The Refuter uses reference SQL as evidence. If the reference SQL is subtly incorrect or if database content is insufficient, it might still mislead the judgment. Future work could introduce multiple reference SQLs, counterfactual data, or execution test generation to strengthen the evidence chain.

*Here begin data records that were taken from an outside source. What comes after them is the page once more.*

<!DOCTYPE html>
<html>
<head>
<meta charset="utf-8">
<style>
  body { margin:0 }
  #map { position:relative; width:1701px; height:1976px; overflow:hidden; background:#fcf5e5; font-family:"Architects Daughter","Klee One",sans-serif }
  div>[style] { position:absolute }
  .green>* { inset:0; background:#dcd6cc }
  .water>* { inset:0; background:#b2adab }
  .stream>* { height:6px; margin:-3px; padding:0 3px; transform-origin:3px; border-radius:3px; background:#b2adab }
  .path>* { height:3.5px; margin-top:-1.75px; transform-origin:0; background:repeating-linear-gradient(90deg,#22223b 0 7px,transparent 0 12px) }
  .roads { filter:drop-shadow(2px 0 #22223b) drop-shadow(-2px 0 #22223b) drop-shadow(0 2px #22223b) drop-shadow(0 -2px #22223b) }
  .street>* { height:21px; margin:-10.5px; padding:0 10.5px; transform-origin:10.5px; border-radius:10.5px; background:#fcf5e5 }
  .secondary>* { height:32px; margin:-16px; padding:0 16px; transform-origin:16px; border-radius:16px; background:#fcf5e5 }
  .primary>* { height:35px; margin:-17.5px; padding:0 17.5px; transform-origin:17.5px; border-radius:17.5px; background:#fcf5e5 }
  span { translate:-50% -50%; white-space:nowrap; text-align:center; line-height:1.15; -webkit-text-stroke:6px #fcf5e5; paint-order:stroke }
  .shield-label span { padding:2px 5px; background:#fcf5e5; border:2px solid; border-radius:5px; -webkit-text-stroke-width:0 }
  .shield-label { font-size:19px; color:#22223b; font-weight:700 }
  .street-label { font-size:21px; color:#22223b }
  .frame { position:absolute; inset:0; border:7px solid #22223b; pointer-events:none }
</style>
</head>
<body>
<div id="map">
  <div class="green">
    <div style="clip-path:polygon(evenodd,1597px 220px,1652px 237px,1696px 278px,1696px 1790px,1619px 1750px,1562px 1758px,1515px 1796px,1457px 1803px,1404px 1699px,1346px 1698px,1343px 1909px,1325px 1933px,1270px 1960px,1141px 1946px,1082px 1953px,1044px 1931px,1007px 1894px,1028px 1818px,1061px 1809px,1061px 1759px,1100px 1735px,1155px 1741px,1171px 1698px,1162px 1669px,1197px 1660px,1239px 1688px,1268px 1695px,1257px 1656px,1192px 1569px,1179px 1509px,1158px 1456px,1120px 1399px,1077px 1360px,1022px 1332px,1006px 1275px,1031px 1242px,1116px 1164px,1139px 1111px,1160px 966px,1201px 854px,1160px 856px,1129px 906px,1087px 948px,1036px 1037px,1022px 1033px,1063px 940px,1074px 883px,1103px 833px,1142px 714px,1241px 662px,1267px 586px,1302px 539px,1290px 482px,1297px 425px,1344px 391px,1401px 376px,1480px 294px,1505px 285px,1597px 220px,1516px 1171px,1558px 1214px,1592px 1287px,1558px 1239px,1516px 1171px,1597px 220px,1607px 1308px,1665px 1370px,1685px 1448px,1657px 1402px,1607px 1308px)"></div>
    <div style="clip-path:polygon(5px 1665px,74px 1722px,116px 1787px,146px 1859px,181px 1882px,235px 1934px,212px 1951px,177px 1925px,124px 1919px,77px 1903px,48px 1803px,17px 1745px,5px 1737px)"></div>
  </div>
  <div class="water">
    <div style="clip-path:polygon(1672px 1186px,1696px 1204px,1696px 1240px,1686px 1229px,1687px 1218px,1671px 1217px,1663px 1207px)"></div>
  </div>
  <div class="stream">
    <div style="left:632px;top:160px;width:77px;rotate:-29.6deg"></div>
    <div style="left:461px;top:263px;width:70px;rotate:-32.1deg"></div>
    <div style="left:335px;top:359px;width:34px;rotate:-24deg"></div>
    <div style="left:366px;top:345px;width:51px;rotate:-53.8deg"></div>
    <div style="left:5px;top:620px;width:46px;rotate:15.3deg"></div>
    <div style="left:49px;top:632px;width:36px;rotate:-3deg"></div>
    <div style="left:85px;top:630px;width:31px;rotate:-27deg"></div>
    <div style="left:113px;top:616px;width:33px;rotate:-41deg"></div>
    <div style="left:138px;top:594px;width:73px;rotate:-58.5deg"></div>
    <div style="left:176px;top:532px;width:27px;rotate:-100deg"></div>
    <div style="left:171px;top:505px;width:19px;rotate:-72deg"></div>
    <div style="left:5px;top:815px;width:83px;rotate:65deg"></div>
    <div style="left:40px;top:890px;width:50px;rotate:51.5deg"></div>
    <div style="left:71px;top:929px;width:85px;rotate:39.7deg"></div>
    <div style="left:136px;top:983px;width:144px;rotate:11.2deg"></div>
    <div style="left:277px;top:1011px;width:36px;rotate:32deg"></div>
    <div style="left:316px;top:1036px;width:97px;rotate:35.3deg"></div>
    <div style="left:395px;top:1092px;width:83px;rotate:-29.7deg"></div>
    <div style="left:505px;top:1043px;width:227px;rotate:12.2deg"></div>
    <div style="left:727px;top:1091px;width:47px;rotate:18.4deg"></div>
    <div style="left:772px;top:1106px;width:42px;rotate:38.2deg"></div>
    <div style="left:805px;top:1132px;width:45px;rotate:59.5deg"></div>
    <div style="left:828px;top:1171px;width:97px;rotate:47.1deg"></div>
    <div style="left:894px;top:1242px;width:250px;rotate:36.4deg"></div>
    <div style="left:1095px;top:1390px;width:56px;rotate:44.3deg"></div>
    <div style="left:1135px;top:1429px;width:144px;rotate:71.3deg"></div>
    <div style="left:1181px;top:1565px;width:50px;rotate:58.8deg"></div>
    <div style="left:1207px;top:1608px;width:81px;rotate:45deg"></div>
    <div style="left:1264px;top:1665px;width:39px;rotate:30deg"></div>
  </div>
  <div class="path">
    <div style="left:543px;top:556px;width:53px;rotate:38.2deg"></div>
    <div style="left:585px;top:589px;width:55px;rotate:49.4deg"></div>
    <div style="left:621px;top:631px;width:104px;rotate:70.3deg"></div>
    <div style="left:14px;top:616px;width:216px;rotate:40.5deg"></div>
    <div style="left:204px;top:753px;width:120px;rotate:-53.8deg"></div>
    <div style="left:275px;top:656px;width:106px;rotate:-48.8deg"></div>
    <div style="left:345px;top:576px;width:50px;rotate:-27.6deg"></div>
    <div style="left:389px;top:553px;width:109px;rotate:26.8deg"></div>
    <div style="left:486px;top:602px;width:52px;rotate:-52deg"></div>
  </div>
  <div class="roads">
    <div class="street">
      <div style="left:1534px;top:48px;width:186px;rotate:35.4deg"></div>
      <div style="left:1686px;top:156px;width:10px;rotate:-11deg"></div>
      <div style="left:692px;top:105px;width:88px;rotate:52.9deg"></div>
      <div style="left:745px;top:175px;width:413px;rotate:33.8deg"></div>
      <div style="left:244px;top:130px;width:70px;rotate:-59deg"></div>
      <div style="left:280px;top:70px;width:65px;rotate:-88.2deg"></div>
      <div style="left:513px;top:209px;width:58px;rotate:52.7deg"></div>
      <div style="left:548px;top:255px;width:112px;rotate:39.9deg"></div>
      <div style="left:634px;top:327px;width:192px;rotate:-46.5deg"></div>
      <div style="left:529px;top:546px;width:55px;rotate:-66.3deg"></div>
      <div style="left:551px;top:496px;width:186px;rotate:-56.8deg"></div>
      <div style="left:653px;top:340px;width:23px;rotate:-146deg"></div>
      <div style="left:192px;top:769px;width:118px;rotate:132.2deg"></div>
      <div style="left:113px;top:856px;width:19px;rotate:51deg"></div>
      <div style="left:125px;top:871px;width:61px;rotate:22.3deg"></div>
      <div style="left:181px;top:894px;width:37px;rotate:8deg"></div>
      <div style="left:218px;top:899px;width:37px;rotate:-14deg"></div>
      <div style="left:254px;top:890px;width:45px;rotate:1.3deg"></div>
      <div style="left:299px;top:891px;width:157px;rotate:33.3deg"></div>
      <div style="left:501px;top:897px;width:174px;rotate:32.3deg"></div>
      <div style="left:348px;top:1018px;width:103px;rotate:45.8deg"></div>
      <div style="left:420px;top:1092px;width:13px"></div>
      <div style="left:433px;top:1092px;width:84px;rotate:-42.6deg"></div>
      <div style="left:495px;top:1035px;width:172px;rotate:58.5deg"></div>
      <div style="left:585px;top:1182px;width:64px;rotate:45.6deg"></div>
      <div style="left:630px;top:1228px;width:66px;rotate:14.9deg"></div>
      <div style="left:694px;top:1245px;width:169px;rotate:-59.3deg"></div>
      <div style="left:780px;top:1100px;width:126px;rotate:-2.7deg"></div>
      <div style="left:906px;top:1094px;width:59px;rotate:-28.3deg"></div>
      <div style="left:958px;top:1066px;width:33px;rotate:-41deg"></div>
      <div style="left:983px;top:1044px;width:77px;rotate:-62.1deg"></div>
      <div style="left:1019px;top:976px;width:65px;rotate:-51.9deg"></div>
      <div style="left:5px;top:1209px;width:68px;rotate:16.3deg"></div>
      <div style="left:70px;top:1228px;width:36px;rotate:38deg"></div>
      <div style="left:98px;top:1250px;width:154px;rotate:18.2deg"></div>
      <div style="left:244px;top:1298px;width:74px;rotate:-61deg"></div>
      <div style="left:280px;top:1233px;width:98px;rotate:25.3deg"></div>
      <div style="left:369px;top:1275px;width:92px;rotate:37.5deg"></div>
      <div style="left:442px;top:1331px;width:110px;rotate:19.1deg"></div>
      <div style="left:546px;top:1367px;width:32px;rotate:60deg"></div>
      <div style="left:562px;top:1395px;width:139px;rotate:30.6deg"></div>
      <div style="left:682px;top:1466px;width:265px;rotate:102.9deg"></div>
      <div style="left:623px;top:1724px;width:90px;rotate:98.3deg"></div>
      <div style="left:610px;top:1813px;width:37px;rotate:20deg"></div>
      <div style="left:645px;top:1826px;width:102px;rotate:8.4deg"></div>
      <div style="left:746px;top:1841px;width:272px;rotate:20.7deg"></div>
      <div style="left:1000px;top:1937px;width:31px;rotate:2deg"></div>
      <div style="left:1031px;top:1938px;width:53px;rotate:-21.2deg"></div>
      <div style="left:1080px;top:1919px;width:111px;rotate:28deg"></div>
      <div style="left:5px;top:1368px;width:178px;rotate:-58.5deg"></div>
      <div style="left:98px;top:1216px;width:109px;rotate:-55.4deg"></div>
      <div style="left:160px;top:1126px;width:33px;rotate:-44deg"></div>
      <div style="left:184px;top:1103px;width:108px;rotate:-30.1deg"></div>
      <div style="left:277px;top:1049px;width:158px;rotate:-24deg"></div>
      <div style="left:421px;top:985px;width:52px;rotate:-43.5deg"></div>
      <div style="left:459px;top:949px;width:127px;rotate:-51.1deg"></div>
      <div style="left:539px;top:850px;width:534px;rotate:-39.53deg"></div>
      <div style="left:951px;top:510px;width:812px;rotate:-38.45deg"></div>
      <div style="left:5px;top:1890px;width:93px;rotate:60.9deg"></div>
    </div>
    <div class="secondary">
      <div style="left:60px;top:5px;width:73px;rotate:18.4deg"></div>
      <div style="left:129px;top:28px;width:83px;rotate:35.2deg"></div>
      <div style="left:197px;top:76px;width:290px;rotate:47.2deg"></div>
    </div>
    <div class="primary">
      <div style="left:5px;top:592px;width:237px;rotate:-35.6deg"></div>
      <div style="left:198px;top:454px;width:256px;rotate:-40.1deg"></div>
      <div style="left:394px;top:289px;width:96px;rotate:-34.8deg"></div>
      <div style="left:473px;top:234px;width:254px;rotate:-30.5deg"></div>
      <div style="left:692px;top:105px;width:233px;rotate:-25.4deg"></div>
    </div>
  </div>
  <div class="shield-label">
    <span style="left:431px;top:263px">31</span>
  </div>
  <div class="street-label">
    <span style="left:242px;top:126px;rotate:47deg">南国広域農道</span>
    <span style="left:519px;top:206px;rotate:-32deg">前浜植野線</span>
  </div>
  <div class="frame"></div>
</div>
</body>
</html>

vs Execution Accuracy: EX is automatic, cheap, and reproducible, but compresses semantic correctness into a single execution result match; ROSE is closer to user intent but requires LLM reasoning costs.
vs FLEX: FLEX is also an LLM-based metric but still centers primarily on sufficiency judgments relative to the reference SQL; ROSE reduces reference anchoring by having the Prover judge independently first.
vs LLM-SQL-Solver: While LLM-SQL-Solver judges SQL equivalence directly, ROSE explicitly distinguishes semantic satisfaction, reference errors, and question ambiguity, providing stronger diagnostic capabilities.
Insight: Many generative tasks face the issue of "unreliable single reference answers," such as code generation, data analysis, information extraction, and multi-hop QA. Repurposing reference answers as adversarial evidence may be more suitable for the strong generative model era than simple reference matching.

Rating¶

Novelty: ⭐⭐⭐⭐⭐ Architecturally reframes NL2SQL metrics; the Prover-Refuter design is highly inspiring.
Experimental Thoroughness: ⭐⭐⭐⭐☆ Metric validation, ablation, diagnosis, and large-scale re-evaluation are thorough, though selection bias in expert set size and retention strategies remains.
Writing Quality: ⭐⭐⭐⭐☆ Problems are clearly defined, and though tables are dense, the logic is sound; appendix information on cost and versioning is crucial.
Value: ⭐⭐⭐⭐⭐ High value for NL2SQL evaluation and leaderboard maintenance, with potential transferability to other tasks with non-unique references.